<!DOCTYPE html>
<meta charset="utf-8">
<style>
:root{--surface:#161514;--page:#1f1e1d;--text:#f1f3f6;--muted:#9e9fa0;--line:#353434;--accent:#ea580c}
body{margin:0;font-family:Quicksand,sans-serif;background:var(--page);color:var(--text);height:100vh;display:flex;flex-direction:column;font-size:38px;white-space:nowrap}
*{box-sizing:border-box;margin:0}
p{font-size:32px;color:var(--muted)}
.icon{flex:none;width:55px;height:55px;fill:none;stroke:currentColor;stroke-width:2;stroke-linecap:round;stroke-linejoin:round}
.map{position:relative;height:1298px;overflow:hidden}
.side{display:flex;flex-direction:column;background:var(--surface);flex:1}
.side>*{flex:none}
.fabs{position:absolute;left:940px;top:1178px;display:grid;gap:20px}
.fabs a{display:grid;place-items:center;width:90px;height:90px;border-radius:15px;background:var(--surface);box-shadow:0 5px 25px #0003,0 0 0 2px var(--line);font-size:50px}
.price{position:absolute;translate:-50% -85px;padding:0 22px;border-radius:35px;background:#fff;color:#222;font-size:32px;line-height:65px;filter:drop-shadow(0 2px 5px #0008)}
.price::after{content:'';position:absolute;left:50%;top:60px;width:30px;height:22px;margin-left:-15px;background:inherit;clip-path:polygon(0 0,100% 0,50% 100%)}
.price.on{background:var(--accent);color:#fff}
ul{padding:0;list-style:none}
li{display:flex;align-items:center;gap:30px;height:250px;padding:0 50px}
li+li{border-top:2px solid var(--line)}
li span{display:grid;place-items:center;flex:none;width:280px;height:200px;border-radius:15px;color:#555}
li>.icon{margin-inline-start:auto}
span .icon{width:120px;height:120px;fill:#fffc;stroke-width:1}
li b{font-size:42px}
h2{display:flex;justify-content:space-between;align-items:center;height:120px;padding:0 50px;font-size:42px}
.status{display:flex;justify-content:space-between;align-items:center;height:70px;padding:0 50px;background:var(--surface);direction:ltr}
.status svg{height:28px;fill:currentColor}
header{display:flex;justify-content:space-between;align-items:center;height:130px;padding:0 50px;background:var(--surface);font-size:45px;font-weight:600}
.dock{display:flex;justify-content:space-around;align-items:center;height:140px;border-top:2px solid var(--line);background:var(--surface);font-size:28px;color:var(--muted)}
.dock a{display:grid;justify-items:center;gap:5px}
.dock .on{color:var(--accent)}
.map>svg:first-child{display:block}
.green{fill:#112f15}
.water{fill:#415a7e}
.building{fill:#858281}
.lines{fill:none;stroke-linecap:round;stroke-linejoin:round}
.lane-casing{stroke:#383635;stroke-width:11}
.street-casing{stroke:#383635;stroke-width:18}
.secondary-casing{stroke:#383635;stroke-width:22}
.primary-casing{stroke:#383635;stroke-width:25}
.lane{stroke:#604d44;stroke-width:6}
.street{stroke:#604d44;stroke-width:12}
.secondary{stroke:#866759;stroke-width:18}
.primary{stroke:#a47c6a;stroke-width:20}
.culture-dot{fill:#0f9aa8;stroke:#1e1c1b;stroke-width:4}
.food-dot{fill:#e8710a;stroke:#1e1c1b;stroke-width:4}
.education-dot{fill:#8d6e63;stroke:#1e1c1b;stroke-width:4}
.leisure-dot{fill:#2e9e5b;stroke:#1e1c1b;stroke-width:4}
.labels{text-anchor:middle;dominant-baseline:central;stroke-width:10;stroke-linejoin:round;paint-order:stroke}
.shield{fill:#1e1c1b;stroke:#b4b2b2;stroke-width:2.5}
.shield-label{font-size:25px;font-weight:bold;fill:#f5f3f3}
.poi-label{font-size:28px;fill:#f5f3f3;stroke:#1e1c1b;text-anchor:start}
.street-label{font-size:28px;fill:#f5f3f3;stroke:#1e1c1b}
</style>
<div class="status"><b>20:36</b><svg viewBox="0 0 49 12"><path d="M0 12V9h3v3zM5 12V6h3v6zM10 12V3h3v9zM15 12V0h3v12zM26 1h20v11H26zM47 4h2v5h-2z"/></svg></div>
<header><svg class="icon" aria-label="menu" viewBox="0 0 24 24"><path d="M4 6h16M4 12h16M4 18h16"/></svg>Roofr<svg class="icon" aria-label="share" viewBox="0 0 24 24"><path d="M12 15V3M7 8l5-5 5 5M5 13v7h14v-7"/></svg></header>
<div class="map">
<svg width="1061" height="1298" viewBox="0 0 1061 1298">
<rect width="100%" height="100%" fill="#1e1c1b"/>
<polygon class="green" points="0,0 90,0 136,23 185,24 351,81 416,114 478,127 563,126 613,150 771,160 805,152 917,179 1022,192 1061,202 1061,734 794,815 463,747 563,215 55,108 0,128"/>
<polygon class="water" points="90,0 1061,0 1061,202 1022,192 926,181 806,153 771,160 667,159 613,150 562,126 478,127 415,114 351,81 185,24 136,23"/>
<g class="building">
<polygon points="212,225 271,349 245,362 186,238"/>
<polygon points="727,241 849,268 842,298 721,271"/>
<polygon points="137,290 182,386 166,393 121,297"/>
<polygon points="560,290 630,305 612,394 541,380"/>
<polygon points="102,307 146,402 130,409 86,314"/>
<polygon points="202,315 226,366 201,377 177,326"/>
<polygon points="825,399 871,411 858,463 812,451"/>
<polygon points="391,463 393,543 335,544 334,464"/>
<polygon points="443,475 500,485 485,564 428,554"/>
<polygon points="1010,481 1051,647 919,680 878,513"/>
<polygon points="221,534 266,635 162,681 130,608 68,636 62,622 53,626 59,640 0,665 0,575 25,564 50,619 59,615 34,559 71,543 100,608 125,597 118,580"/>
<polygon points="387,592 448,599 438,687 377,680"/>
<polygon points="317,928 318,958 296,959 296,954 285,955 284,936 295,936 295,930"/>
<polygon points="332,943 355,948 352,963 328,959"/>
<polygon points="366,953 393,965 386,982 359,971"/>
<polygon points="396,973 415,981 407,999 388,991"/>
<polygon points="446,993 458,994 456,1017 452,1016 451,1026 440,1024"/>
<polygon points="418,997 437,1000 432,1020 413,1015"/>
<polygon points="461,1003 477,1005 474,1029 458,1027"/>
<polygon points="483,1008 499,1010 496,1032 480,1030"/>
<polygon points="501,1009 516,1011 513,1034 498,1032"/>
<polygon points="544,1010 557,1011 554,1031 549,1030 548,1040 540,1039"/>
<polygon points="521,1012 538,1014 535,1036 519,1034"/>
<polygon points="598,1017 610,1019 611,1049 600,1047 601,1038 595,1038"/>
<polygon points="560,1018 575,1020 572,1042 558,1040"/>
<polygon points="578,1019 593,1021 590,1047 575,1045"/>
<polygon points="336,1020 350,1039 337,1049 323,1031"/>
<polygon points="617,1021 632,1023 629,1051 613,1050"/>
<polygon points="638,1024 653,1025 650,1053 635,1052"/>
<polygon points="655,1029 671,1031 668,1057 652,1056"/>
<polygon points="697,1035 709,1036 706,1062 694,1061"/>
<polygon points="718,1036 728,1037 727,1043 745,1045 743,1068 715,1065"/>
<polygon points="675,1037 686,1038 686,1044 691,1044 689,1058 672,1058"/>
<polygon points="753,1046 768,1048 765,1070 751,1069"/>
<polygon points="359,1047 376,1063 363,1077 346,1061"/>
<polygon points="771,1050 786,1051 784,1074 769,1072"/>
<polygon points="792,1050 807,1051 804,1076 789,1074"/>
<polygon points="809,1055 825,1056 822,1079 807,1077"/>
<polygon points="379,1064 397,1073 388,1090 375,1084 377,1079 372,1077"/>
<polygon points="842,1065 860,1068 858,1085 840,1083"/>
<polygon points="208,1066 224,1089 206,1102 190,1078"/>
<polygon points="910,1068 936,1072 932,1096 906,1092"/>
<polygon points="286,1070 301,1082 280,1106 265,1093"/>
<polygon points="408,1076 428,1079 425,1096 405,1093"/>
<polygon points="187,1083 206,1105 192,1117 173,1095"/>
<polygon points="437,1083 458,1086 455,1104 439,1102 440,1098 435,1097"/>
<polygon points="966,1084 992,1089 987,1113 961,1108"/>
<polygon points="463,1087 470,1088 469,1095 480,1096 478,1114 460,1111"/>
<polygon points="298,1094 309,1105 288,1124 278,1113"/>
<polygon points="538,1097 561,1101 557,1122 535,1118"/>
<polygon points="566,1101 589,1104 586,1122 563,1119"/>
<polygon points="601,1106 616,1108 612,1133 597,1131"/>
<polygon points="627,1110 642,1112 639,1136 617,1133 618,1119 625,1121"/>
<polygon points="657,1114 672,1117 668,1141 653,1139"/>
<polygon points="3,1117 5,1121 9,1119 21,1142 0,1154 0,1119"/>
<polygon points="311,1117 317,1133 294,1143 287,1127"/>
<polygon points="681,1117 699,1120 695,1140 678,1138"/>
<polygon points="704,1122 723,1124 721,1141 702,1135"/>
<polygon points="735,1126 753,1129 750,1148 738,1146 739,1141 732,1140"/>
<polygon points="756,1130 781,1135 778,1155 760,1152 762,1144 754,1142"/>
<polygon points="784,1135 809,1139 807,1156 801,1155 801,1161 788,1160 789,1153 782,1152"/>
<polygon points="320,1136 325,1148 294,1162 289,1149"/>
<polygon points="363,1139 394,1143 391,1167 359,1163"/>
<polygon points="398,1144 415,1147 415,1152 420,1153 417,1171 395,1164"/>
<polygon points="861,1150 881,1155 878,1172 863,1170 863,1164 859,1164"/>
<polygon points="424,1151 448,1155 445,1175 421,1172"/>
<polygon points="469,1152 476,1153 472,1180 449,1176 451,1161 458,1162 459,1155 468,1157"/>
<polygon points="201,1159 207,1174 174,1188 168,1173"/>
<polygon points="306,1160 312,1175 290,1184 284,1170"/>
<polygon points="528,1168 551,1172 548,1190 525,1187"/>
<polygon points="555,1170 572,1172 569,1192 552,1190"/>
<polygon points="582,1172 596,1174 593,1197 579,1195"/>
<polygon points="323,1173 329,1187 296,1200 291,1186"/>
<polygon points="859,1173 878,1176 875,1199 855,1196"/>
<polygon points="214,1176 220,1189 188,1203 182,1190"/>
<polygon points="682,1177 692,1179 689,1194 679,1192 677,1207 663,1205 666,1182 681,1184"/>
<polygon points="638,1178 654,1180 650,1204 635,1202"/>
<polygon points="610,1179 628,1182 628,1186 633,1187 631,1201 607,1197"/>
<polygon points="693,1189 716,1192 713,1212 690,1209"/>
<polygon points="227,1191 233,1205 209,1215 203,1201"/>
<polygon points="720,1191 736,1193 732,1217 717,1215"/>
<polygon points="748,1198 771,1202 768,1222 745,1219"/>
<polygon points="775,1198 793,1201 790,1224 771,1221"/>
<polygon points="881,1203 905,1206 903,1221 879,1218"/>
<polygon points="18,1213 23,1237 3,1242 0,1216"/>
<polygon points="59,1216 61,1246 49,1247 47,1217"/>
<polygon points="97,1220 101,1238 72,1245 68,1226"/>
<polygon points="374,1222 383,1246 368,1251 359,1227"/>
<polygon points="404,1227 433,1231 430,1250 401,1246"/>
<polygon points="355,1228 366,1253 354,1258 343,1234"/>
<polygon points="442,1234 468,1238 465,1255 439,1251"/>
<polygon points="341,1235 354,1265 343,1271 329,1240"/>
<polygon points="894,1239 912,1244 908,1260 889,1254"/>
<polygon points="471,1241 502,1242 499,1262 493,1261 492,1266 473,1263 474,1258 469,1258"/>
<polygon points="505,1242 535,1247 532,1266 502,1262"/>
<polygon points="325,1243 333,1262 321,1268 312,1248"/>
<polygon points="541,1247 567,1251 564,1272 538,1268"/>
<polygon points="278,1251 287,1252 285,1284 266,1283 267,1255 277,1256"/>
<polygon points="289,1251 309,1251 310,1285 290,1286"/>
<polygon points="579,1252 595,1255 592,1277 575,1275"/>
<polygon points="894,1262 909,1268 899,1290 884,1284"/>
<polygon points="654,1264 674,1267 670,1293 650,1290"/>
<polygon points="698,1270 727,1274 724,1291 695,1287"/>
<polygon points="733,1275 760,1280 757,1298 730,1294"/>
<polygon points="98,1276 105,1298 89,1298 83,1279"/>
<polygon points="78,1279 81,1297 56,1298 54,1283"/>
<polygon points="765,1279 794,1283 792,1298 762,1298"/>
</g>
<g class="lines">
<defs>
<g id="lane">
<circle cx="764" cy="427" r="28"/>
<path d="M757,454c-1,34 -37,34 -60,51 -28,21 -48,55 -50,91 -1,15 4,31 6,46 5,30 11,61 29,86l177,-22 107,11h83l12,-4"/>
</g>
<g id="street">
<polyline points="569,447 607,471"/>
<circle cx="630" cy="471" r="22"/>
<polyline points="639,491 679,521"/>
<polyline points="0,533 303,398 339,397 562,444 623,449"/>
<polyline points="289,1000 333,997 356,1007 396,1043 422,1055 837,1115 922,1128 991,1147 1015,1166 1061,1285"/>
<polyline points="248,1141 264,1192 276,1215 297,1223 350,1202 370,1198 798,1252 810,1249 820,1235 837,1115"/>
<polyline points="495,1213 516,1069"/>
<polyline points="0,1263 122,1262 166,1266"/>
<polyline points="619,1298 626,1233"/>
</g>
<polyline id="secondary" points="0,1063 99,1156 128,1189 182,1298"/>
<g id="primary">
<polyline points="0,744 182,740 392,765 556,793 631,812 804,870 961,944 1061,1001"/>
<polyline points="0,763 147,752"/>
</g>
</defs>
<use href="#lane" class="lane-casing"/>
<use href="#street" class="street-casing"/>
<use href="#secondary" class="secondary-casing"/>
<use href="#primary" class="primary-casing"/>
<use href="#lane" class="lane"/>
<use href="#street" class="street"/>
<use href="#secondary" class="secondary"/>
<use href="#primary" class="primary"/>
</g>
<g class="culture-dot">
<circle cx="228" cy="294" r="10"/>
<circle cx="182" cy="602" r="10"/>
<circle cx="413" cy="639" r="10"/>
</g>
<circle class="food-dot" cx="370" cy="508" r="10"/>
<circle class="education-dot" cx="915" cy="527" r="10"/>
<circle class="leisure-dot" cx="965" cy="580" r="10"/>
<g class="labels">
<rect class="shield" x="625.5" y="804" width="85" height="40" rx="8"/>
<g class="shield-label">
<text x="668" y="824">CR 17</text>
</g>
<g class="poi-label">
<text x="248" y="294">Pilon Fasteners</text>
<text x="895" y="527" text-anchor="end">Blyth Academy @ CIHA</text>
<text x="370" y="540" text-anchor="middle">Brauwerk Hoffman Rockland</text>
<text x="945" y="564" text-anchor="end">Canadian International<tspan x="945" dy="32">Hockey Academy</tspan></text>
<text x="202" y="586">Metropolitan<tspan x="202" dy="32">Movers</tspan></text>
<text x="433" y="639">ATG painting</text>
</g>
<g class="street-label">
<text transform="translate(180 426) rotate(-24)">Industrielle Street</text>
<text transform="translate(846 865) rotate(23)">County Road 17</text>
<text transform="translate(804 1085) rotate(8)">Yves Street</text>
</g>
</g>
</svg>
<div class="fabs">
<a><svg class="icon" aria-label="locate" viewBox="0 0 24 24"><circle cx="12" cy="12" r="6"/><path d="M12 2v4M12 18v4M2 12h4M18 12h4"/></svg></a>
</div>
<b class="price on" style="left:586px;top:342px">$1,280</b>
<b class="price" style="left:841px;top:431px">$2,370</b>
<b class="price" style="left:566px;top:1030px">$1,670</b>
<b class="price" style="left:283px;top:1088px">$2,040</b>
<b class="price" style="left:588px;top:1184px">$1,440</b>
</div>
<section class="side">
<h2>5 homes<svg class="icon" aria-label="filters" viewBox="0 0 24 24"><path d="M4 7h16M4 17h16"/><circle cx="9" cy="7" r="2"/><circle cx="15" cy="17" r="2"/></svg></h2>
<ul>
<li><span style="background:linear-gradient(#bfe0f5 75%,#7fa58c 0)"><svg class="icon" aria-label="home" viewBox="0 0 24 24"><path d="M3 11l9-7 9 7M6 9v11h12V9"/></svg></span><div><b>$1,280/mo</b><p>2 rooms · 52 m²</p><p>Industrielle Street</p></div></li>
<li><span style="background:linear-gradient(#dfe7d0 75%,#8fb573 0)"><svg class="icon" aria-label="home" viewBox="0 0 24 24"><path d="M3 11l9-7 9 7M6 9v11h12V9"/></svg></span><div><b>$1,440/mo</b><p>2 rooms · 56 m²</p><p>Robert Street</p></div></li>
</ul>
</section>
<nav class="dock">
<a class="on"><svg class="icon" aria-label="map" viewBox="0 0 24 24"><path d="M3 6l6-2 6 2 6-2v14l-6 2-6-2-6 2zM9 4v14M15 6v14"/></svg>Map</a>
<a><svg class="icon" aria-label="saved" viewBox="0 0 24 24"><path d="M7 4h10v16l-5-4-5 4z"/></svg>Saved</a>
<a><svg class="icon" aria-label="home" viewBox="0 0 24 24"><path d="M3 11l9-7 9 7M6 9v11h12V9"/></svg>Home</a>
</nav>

* _Prompt_
Look for the word "column". Copy out every line of the data that has it.

* _Task output_
body{margin:0;font-family:Quicksand,sans-serif;background:var(--page);color:var(--text);height:100vh;display:flex;flex-direction:column;font-size:38px;white-space:nowrap}
.side{display:flex;flex-direction:column;background:var(--surface);flex:1}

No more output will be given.